**YOUR ASSIGNMENT:**
Go through the records below line by line. Count the lines with "Đang" and give the count alone.

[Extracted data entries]
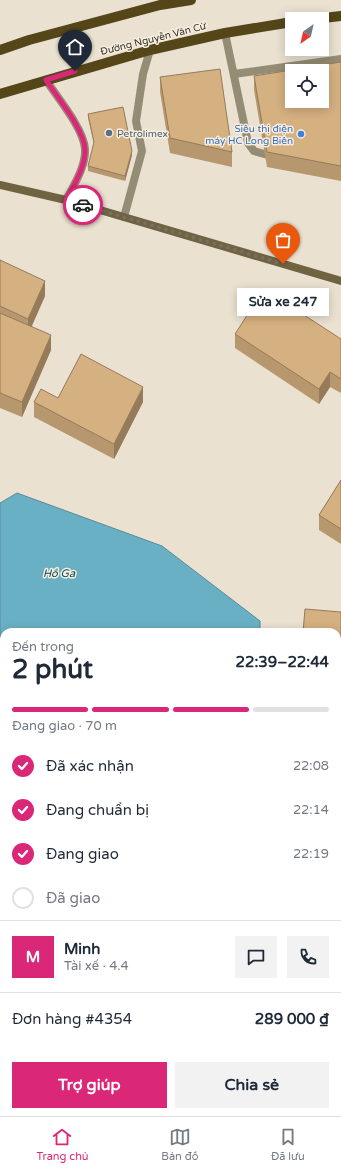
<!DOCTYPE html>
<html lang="vi">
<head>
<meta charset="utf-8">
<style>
  body { margin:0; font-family:"Varela Round",sans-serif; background:#f2f2f3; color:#1f2937; height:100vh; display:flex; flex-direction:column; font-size:15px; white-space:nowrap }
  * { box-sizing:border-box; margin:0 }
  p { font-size:13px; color:#747a83 }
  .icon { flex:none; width:22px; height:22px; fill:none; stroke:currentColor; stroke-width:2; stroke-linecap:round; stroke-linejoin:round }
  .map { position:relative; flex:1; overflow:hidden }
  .panel { position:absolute; left:0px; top:628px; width:341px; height:488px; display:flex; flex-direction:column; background:#fff; border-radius:12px 12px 0 0; box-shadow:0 2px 10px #0003 }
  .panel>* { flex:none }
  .needle { width:26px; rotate:214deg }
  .buttons { position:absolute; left:285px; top:12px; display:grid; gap:8px }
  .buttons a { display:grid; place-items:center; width:44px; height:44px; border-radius:0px; background:#fff; box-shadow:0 2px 10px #0003; font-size:20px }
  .pin { position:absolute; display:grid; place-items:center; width:34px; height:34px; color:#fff; margin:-41px -17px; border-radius:50% 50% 50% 0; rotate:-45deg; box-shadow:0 0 4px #0007 }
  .pin .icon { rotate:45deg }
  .courier { position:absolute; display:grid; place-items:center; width:40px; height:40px; margin:-20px; border:3px solid #db2777; border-radius:50%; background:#fff; color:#222; box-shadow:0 1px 5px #0007 }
  .bubble { position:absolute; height:28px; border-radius:0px; background:#fff; box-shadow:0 2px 10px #0003; font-size:13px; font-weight:700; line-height:28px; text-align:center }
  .head em { font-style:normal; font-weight:700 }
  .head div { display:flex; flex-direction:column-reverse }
  .head { display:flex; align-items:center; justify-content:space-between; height:68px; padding:0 12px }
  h1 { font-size:26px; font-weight:700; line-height:30px }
  .bar { display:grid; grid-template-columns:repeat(4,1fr); gap:6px 4px; align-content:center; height:48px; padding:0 12px }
  .bar i { height:5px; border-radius:3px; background:#e0e1e3 }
  .bar .active { background:#db2777 }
  .bar p { grid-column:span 4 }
  .line { display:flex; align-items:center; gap:10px; padding:0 12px; border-top:1px solid #e0e1e3 }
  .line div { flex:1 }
  .round { display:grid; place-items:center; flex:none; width:42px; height:42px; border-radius:0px; background:#f2f2f3 }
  ol { padding:0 12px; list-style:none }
  li { display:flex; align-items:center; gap:12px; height:44px }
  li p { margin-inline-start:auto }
  li .icon { padding:4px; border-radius:50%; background:#db2777; color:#fff; stroke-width:4 }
  li:last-child { color:#747a83 }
  li i { width:22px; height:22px; border:2px solid #e0e1e3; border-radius:50% }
  .primary-button { display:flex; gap:8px; margin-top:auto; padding:8px 12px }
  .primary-button a { flex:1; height:46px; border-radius:0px; background:#db2777; color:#fff; font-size:16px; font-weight:700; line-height:46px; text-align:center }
  .primary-button a+a { background:#f2f2f3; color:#1f2937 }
  .menu { display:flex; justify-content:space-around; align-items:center; height:56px; border-top:1px solid #e0e1e3; background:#fff; font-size:11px; color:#747a83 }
  .menu a { display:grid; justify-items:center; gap:2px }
  .menu .active { color:#db2777 }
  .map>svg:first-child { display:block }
  .water { fill:#6ab0c4; stroke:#5a8a96 }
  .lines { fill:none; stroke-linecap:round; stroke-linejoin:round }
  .lane { stroke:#948c75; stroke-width:8 }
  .secondary { stroke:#6f6341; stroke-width:8 }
  .primary { stroke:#544619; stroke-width:10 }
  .wall { fill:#b7976e }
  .shaded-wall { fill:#957b5a }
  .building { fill:#d5b080; stroke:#957b5a; fill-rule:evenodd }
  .done { stroke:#756f65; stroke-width:4; stroke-dasharray:0 7.2 }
  .route { stroke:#db2777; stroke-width:5 }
  .service-dot { fill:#5c6f8a; stroke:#f7eedd; stroke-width:1.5 }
  .shop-dot { fill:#3f7fe0; stroke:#f7eedd; stroke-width:1.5 }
  .labels { text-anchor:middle; stroke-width:3; stroke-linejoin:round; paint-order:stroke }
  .street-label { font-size:10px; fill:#36322c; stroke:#f7eedd }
  .shop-label { font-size:10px; fill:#366cbe; stroke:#f7eedd; text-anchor:end }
  .service-label { font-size:10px; fill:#4e5e75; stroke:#f7eedd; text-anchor:start }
  .water-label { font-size:11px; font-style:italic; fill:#084857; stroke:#f7eedd }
</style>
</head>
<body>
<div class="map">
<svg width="341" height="1116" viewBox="0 0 341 1116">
  <rect width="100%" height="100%" fill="#eae1d0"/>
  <path class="water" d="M17,493L162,546L260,621V632H4V668L0,656V503Z"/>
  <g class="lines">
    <path class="lane" d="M225,33L248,143L254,151L275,157
      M234,74L341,59
      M46,80C57,97 84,129 85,149C86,166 74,185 66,200
      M124,217L142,151L136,121L143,74L150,50
      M0,859H4
      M337,888H341
      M75,1116L79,1114L132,1116"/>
    <path class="secondary" d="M0,185L66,200L341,281"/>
    <path class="primary" d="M315,19L341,16
      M0,50L29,40L160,5L191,0
      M0,94L150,50L225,33L292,22"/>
  </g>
  <path class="wall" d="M341,62V181L267,167L254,90V76Z
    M160,77L232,152V167L170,153L160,92Z
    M88,114L132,155L125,181L88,171V166L94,144L88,118Z
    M0,260L45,296L32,326L51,350L22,417L0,408Z
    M235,334L341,339V393L330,387L319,404L235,348Z
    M58,398L143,402L114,459L34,417V402Z
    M341,480V544L319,530V515Z
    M337,725H341V869L337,868Z
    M0,908H4V1068L0,1067Z
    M341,977V1057H337V1018Z"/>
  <path class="shaded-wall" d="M132,151V155L125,181V176Z
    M45,281V296L28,334V319Z
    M51,335V350L22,417V402Z
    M330,372V387L319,404V389Z
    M143,387V402L114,459V444Z
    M341,655V667L337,709V697Z
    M3,787V801L0,831V817Z"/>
  <path class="building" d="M341,62V166L267,152L254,76ZM292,71H322V101H292Z
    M220,69L232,152L170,138L160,77Z
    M123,107L132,151L125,176L88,166L94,142L88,114Z
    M0,260L45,281L28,319L0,306Z
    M264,289L341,339V379L330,372L319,389L235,334Z
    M0,313L51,335L22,402L0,393Z
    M81,354L143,387L114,444L34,402L41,389L58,398Z
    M341,480V529L319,515Z
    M305,609L341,612V655L337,697V632H303Z
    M337,725H341V854H337Z
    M0,787H3L0,817Z
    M0,908H4V1053H0Z
    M341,977V1043L337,1042V1018Z"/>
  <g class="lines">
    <path class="done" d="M83,205L283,264"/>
    <path class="route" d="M75,71L46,80C57,97 84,129 85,149C86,166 74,185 66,200L83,205"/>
  </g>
  <circle class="service-dot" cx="109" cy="133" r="4"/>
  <circle class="shop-dot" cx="301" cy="134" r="4"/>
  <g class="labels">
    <g class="street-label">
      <text transform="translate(153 38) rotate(-14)" y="4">Đường Nguyễn Văn Cừ</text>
    </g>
    <g class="shop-label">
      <text x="293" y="132">Siêu thị điện<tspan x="293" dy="12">máy HC Long Biên</tspan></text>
    </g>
    <g class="service-label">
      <text x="117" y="137">Petrolimex</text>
    </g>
    <g class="water-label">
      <text x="59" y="577">Hồ Ga</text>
    </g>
  </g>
</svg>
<div class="buttons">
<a><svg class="needle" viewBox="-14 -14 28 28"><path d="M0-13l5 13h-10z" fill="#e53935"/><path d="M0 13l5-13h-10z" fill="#747a83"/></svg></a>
<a><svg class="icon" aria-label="locate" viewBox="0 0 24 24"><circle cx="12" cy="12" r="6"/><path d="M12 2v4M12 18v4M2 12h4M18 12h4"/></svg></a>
</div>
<div class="pin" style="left:283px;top:264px;background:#ea580c"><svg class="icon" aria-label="bag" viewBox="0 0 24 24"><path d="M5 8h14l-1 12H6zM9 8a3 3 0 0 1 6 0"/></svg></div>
<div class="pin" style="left:75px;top:71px;background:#1f2937"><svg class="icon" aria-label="home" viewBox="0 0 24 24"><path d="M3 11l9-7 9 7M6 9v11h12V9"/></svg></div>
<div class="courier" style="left:83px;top:205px"><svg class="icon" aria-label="car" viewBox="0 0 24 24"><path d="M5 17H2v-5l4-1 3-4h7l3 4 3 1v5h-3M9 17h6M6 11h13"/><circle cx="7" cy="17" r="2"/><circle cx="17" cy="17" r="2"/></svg></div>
<div class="bubble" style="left:237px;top:288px;width:92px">Sửa xe 247</div>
<section class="panel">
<div class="head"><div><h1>2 phút</h1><p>Đến trong</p></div><em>22:39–22:44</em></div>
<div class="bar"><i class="active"></i><i class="active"></i><i class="active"></i><i></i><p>Đang giao · 70 m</p></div>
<ol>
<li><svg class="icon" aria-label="check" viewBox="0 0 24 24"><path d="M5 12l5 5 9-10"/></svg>Đã xác nhận<p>22:08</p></li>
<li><svg class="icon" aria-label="check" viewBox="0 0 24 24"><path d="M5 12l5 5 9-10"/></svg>Đang chuẩn bị<p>22:14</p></li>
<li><svg class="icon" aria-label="check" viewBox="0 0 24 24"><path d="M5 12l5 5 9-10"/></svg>Đang giao<p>22:19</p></li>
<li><i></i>Đã giao</li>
</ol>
<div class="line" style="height:72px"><b class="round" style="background:#db2777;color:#fff">M</b><div><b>Minh</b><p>Tài xế · 4.4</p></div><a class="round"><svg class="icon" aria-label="chat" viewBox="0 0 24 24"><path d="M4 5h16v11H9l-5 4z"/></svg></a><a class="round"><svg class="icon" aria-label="phone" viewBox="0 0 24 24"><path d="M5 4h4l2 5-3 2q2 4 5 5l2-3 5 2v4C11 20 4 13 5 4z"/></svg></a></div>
<div class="line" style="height:52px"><div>Đơn hàng #4354</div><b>289 000 ₫</b></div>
<div class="primary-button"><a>Trợ giúp</a><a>Chia sẻ</a></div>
</section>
</div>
<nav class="menu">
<a class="active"><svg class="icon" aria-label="home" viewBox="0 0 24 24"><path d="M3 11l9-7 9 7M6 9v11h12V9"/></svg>Trang chủ</a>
<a><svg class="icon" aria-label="map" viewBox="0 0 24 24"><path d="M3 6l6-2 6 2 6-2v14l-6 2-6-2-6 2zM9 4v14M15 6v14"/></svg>Bản đồ</a>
<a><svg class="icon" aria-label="saved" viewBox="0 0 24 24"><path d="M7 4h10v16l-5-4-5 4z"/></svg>Đã lưu</a>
</nav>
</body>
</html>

**ANSWER SECTION:**
3